Specializes in psychiatric home care. Has 10 years experience.

I wonder how many of you have had patients with tactile hallucinations. I have been in psych nursing for several years and have only seen 1 case, which I now have as a patient. I am a psych home care nurse.

Any advice on how to help me talk to him about the hallucinations (bugs jumping on his skin) would be much appreciated.

He is currently in respite and I am already working closely with his psychiatrist.

My area of need is "What the heck do I say when he says he has bugs jumping on him and he really doesn't?"

Jules A, MSN

Specializes in Family Nurse Practitioner.

I'm hoping he has had a medical work up because tactile halluciniations make me think of withdrawal or neuro problems. I'd make sure this isn't organic first.

Bee_home care

Specializes in psychiatric home care. Has 10 years experience.


He has been worked up medically and this is definitely his schizophrenia. Poor guy is just tortured.


Whispera, MSN, RN

Specializes in psych, addictions, hospice, education.

No alcohol abuse in the picture? Tactile hallucinations are usually organic. I wonder if the cause just hasn't been discovered yet.

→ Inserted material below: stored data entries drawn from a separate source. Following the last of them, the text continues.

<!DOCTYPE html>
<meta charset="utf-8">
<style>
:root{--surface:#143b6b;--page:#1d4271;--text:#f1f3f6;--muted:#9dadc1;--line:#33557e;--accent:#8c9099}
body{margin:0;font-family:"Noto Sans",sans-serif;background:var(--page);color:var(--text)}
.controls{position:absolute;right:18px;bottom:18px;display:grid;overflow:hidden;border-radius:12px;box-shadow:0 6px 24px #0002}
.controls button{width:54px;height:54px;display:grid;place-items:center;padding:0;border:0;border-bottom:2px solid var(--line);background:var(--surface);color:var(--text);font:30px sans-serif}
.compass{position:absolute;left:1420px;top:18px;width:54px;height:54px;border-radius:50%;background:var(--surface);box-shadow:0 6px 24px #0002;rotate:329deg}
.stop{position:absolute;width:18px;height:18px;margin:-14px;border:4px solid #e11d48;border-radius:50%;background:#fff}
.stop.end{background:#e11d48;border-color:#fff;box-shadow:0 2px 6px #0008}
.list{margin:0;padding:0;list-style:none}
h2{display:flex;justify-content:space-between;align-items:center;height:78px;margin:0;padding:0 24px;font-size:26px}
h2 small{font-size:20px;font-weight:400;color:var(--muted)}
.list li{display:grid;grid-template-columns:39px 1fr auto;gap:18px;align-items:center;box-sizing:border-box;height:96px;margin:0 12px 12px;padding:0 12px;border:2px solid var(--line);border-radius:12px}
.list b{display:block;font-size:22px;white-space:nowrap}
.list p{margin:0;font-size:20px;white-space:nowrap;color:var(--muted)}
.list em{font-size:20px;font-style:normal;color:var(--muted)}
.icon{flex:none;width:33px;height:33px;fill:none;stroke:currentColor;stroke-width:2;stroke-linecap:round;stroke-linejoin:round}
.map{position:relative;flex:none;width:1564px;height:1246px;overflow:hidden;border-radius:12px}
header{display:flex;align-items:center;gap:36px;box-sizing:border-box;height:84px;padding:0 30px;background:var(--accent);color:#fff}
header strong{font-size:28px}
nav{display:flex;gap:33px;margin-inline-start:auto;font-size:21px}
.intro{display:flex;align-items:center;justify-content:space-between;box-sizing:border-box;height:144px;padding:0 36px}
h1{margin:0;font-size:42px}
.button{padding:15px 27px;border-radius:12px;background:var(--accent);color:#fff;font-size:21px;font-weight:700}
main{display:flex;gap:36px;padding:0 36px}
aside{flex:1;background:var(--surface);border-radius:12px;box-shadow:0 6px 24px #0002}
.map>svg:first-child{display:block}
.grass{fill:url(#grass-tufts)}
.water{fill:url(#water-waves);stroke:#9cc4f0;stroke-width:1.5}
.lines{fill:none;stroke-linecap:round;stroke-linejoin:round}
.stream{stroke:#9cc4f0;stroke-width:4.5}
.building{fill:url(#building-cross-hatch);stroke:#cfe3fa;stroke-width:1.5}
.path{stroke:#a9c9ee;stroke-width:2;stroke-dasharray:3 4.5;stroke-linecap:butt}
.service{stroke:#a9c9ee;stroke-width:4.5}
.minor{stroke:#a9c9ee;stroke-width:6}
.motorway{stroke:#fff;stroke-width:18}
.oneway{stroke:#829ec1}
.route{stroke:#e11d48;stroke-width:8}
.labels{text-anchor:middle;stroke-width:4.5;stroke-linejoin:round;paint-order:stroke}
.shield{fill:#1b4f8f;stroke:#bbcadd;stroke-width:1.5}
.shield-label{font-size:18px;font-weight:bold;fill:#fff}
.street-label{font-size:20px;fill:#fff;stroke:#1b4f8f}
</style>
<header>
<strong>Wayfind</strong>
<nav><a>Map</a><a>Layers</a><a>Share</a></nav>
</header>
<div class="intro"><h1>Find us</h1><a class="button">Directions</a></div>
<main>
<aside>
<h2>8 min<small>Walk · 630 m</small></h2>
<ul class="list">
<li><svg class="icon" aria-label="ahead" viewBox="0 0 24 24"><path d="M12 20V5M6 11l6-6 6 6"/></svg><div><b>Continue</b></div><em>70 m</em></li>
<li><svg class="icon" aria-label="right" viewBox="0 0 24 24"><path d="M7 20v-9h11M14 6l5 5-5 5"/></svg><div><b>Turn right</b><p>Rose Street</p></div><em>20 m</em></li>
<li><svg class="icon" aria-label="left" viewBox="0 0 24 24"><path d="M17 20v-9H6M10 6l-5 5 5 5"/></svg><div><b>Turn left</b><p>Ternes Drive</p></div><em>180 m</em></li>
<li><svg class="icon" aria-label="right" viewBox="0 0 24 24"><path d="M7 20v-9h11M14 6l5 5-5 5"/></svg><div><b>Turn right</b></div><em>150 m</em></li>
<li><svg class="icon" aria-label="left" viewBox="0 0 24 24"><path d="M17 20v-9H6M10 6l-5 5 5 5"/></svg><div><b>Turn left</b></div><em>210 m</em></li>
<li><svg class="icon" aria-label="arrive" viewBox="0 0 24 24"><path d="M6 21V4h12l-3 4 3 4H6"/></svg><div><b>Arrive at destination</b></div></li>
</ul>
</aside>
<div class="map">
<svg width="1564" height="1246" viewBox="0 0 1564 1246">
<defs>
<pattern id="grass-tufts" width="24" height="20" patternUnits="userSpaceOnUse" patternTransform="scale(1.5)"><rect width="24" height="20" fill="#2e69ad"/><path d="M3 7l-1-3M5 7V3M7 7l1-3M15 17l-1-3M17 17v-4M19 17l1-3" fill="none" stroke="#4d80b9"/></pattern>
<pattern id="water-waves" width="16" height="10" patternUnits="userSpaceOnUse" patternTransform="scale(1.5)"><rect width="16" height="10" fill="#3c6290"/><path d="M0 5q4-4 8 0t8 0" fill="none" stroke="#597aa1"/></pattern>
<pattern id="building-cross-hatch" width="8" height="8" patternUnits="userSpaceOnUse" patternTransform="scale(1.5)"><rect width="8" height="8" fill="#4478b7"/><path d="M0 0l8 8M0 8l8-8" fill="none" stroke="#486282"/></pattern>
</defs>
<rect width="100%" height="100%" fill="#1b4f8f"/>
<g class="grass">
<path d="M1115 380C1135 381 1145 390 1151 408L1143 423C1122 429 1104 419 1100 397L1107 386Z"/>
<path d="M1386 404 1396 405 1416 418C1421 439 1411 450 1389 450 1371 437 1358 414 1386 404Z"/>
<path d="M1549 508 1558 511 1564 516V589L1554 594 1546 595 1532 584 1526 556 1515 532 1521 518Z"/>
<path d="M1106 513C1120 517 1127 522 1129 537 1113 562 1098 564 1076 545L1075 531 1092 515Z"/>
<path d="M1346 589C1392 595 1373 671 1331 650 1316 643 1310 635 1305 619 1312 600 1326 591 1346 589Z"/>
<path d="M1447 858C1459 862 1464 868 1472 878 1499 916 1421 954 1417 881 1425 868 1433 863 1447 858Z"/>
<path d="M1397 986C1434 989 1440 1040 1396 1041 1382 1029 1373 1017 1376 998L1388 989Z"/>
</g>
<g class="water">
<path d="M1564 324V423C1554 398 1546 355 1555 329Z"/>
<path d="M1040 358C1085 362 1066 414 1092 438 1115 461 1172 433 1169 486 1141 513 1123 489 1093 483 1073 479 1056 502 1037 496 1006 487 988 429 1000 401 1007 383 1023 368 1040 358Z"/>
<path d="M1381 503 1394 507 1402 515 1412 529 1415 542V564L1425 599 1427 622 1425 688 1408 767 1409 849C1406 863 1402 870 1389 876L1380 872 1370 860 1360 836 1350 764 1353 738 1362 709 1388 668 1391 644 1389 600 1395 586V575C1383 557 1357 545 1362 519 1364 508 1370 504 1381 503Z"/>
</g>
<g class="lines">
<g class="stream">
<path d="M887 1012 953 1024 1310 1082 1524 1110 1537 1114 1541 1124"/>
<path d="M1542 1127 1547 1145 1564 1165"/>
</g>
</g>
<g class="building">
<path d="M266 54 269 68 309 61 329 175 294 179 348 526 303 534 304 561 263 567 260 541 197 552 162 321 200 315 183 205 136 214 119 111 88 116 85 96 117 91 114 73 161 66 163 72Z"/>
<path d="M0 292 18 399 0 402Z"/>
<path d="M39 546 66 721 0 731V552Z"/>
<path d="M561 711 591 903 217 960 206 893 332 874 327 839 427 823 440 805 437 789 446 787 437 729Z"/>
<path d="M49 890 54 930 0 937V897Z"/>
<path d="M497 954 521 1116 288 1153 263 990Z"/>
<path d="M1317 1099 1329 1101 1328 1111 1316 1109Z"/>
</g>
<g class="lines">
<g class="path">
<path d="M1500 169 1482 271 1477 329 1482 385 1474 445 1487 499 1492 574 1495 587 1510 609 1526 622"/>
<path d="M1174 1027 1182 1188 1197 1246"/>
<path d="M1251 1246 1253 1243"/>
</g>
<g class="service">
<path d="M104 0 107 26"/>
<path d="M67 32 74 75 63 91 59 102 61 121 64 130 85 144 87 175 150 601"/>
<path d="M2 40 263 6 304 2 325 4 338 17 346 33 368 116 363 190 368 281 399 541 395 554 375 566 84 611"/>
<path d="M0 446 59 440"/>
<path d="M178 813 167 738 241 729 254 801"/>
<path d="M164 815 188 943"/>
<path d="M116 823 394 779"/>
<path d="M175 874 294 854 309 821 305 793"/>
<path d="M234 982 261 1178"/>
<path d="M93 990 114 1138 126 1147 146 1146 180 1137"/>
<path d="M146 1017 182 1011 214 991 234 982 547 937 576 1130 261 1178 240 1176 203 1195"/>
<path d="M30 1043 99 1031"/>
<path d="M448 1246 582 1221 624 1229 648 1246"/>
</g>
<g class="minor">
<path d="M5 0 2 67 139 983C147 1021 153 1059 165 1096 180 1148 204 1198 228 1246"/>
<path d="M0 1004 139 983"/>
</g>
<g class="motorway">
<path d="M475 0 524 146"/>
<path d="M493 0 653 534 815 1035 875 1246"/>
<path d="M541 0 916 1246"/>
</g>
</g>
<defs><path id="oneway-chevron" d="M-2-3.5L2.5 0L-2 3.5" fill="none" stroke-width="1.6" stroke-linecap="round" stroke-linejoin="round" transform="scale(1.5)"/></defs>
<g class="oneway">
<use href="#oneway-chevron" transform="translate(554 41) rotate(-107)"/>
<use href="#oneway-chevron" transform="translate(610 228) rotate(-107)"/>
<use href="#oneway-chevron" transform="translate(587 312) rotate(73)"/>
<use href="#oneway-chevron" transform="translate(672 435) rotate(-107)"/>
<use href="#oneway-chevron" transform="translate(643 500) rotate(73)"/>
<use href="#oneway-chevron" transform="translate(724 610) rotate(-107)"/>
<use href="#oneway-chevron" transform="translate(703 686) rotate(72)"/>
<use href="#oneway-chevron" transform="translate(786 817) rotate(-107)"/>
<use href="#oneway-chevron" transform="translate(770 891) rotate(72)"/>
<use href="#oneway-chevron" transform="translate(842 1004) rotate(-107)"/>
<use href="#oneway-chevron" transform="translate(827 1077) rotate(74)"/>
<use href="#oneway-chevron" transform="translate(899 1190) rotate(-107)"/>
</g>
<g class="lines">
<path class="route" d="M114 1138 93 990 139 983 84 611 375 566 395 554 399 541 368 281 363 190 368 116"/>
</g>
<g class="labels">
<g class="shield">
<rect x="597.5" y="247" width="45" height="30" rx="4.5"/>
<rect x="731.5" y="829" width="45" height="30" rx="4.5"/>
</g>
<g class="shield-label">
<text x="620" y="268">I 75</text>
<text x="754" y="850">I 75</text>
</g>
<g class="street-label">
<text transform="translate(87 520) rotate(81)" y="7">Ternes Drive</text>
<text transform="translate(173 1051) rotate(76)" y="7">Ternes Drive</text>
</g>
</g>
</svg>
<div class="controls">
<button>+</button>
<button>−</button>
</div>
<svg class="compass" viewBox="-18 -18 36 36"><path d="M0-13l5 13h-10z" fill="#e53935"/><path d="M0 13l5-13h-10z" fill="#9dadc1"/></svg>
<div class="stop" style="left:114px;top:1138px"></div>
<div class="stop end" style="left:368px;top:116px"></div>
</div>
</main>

You're not going to convince him there aren't bugs jumping on him, no matter what you tell him. He feels what he feels. I think you should support him in his discomfort: "I don't see any bugs, Fred, but I know you feel them. That must feel awful. Tell me more about it." Maybe you can get more information that can help you figure out the root of it that way. Maybe something happened to him tactile-ly and he's tangling that into what's going on? Ask him where they're jumping and if it's appropriate, gently touch the area. Then say, "I don't feel any." Brush them off of him. Ask him what has helped before.

Ask him what he thinks might soothe things. Warm bath? calomine lotion? bug repellant? There's a skin oil by Avon that has no nasty chemicals in it, that many use for a real bug repellant.

Davey Do

Specializes in around 25 years psych, 10 years medical. Has 42 years experience.

You've got an interesting case there, Bee. I've only had experience with Patients suffering from tactile hallucinations as a result of alcohol/drug withdrawal. If it's not that, then Jules' perspective seems likely: some sort of neuro-receptor problem.

As far as dealing with hallucinations through Nursing intervention, Whispera seems to have covered the bases.

I'm sorry I can't give you any more help, but I wanted to let you know that your case is not one I've ran up against outside of Chemical Dependency Treatment realm.

Please keep us up on this interesting case. Good luck to you and your Patient.